The Ideology Problem: De-Nazification as a Precedent

Dr. Wilf’s analogy to Nazi Germany and Imperial Japan is deliberately provocative, but it is historically and politically instructive. After World War II, both defeated regimes were not merely disarmed. They were ideologically restructured. The ideologies that fuelled genocide, conquest, and racial supremacy were discredited, dismantled, and legally proscribed.

Today, both are democratic allies of the liberal world order.

No such process has occurred in Palestinian society. On the contrary:

  • Hamas’s charter still calls for Israel’s destruction and incorporates antisemitic conspiracy theories.
  • Palestinian Authority institutions name schools, streets, and sports tournaments after terrorists.
  • Children’s television programmes glorify martyrdom.
  • Palestinian textbooks erase Israel from maps, deny Jewish historical ties to the land, and frame Jews as enemies.

This is not simply bad messaging. It is an entrenched ideology of rejectionism. And until that ideology is confronted and reformed, no amount of diplomacy will produce peace.

What Recognition Should Mean

Palestinian statehood is not a right to be bestowed without conditions. It is a responsibility to be earned.
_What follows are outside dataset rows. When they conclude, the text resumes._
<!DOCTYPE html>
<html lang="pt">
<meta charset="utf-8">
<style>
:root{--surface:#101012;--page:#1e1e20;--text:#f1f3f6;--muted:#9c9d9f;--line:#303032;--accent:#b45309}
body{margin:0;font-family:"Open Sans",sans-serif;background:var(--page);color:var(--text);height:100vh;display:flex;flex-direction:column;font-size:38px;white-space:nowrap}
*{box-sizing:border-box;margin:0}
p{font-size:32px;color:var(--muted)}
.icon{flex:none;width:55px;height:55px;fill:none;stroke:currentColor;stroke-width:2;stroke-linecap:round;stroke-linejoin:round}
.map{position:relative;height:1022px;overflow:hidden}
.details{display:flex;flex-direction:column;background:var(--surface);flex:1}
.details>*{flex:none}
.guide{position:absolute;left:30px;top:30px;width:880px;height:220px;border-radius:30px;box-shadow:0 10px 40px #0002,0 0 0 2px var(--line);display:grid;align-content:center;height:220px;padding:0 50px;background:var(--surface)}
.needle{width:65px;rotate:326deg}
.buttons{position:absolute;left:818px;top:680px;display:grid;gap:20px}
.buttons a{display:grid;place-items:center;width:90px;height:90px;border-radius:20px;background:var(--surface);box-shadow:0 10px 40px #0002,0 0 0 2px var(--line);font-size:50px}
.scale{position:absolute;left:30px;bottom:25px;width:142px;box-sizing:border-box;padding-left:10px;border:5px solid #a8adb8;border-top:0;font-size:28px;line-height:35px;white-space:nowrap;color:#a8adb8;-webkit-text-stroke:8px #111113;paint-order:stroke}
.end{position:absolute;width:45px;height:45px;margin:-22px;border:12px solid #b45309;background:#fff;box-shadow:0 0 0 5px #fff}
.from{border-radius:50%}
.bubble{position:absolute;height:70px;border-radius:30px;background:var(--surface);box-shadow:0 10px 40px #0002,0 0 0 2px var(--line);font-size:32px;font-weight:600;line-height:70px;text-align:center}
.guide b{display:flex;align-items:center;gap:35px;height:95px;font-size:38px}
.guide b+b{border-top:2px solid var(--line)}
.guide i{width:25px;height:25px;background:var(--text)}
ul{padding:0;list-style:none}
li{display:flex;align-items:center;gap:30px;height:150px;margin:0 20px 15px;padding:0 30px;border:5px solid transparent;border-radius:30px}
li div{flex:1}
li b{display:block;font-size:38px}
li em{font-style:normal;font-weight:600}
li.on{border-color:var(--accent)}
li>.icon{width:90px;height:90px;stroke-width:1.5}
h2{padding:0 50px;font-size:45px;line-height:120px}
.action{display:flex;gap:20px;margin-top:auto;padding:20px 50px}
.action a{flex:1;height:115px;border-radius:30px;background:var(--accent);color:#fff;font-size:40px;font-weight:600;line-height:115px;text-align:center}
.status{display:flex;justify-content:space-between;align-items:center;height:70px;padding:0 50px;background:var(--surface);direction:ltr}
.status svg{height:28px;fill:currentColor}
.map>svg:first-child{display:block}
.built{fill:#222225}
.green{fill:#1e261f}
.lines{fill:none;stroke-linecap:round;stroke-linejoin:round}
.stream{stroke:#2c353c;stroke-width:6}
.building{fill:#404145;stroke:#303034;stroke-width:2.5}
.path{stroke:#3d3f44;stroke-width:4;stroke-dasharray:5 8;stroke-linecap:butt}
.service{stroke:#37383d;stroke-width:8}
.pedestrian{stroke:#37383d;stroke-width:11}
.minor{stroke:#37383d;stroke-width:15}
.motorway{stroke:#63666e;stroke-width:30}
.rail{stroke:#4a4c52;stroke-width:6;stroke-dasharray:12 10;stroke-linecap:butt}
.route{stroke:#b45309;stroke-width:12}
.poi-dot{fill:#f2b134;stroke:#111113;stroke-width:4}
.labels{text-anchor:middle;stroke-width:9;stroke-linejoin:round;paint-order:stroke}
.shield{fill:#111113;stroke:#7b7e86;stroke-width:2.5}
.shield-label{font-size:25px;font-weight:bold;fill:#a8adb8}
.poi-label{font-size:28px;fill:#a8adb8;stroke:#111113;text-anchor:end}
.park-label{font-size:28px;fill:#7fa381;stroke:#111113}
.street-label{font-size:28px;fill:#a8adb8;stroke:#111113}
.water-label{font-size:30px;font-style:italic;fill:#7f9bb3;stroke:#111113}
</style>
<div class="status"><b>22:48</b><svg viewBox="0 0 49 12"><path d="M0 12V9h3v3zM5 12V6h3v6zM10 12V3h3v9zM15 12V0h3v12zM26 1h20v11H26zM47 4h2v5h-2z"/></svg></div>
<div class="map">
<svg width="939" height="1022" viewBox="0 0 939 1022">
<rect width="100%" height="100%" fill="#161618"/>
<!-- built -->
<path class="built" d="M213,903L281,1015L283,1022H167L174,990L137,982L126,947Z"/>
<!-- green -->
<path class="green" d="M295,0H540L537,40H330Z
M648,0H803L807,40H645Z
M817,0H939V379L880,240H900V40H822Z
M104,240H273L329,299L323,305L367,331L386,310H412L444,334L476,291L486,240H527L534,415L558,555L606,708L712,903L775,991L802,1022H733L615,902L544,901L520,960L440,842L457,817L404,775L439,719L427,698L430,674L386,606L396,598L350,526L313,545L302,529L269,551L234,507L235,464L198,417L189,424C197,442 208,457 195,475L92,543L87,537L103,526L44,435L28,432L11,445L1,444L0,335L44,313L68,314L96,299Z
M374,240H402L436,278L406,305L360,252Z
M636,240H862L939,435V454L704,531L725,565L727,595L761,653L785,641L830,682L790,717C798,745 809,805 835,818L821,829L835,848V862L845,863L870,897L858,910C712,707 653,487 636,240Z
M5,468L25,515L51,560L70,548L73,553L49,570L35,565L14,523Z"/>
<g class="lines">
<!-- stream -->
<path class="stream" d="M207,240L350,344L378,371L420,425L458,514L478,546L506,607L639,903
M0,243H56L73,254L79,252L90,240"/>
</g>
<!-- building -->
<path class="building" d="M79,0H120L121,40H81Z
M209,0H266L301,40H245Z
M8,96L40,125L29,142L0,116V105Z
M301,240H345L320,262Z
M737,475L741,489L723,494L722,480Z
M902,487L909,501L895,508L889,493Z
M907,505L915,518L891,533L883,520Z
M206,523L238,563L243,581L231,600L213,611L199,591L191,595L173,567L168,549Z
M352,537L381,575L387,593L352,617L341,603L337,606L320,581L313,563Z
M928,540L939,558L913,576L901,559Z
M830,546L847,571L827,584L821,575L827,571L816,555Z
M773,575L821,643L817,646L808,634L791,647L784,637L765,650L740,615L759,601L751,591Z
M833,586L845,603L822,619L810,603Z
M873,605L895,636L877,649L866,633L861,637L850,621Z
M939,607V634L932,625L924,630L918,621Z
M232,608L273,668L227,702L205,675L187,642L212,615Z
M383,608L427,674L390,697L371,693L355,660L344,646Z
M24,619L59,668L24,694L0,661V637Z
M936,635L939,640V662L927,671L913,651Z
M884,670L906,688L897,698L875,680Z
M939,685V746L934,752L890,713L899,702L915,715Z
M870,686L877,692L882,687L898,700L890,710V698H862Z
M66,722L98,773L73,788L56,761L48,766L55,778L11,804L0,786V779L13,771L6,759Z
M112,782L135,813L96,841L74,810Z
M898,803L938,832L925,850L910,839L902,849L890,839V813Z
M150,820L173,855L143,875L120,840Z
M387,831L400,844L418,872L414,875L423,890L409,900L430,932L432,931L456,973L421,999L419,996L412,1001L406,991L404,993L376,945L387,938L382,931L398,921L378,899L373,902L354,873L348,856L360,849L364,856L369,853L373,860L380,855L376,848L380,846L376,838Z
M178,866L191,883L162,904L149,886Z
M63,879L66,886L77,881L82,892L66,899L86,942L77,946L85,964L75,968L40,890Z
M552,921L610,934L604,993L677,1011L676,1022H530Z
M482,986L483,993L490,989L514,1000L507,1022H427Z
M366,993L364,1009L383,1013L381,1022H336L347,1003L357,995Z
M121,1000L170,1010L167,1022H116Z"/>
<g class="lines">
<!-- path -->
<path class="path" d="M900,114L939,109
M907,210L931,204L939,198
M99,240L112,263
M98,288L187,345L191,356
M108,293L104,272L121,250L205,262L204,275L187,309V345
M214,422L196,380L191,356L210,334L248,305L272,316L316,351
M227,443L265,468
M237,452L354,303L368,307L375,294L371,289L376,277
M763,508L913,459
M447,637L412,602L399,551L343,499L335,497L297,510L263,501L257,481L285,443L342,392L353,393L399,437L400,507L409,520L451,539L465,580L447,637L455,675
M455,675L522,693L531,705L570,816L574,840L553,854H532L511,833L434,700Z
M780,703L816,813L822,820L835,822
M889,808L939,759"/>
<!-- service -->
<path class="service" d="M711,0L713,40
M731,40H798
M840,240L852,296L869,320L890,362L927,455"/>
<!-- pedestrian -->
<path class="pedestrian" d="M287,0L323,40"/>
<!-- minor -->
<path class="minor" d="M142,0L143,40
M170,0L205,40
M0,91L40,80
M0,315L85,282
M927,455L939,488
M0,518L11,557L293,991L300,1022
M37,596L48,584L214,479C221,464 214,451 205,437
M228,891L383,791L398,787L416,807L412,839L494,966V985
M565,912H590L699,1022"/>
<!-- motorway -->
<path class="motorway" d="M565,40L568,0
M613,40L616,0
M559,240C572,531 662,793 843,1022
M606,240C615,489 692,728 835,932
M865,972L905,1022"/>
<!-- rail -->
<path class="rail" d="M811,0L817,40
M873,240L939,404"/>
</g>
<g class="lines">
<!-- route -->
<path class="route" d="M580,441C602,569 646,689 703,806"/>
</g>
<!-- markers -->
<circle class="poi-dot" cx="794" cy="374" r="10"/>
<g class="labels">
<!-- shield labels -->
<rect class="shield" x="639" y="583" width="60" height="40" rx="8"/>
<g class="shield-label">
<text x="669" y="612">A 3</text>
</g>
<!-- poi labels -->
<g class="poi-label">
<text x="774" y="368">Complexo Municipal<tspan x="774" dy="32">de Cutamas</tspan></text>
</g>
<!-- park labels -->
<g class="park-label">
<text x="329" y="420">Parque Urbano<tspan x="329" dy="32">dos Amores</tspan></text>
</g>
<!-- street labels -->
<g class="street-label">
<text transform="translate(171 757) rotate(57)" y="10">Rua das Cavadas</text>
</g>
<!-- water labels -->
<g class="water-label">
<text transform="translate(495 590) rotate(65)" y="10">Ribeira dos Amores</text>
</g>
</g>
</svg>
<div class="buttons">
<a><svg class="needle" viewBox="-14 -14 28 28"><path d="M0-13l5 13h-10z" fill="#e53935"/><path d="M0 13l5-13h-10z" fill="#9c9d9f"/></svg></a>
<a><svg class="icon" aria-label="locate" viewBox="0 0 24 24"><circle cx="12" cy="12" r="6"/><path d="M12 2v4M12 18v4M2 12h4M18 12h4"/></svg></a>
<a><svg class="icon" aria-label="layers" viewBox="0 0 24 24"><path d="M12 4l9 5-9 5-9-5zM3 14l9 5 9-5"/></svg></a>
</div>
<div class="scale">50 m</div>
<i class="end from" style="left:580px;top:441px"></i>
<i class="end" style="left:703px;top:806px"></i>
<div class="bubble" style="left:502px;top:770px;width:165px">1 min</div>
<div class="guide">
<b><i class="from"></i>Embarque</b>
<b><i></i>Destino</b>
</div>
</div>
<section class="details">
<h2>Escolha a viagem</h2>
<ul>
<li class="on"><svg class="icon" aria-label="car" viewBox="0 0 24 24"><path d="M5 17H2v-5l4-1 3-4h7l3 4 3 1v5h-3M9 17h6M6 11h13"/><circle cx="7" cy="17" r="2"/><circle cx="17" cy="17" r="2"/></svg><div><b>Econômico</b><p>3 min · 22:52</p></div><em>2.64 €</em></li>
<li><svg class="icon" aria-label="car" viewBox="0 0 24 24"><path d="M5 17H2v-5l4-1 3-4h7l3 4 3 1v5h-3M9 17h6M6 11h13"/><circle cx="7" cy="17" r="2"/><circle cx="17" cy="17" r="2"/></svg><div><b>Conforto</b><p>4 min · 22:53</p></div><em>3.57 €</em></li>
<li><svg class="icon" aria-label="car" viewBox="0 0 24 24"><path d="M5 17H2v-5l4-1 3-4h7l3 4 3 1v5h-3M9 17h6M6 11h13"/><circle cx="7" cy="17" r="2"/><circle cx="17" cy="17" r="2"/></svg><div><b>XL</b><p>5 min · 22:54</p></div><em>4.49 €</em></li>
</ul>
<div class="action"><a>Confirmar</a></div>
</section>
Recognition should be contingent on:

  • An explicit end to claims of return to Israel.
  • Acceptance of Israel’s right to exist as a Jewish state.
  • Dismantling of all institutions that glorify violence and promote antisemitism.
  • Renunciation of terrorism, in practice and in doctrine.
  • Reform of educational systems to promote coexistence, not conflict.

Only when these conditions are met can Palestine move from being a political abstraction (invoked when convenient) to a real, responsible member of the international community.

Toward True Peace

The enduring tragedy of this conflict is not that Palestinians lack a state. It is that they have repeatedly chosen rejection over resolution. In 1947, 2000, 2008, and again in 2020 under the Abraham Accords framework, opportunities for statehood were offered. Each time, Palestinian leaders walked away.

Why? Because peace would require accepting that the Jewish state is permanent, legitimate, and here to stay.

Dr. Wilf is right: only when the Palestinian national movement surrenders its foundational commitment to Israel’s destruction can true peace emerge. That peace must be built not on ambiguous slogans or legal theatre, but on ideological transformation and narrative honesty.

Schrödinger’s Palestine cannot endure forever. Sooner or later, it must choose: be a responsible state — or remain a perpetual cause.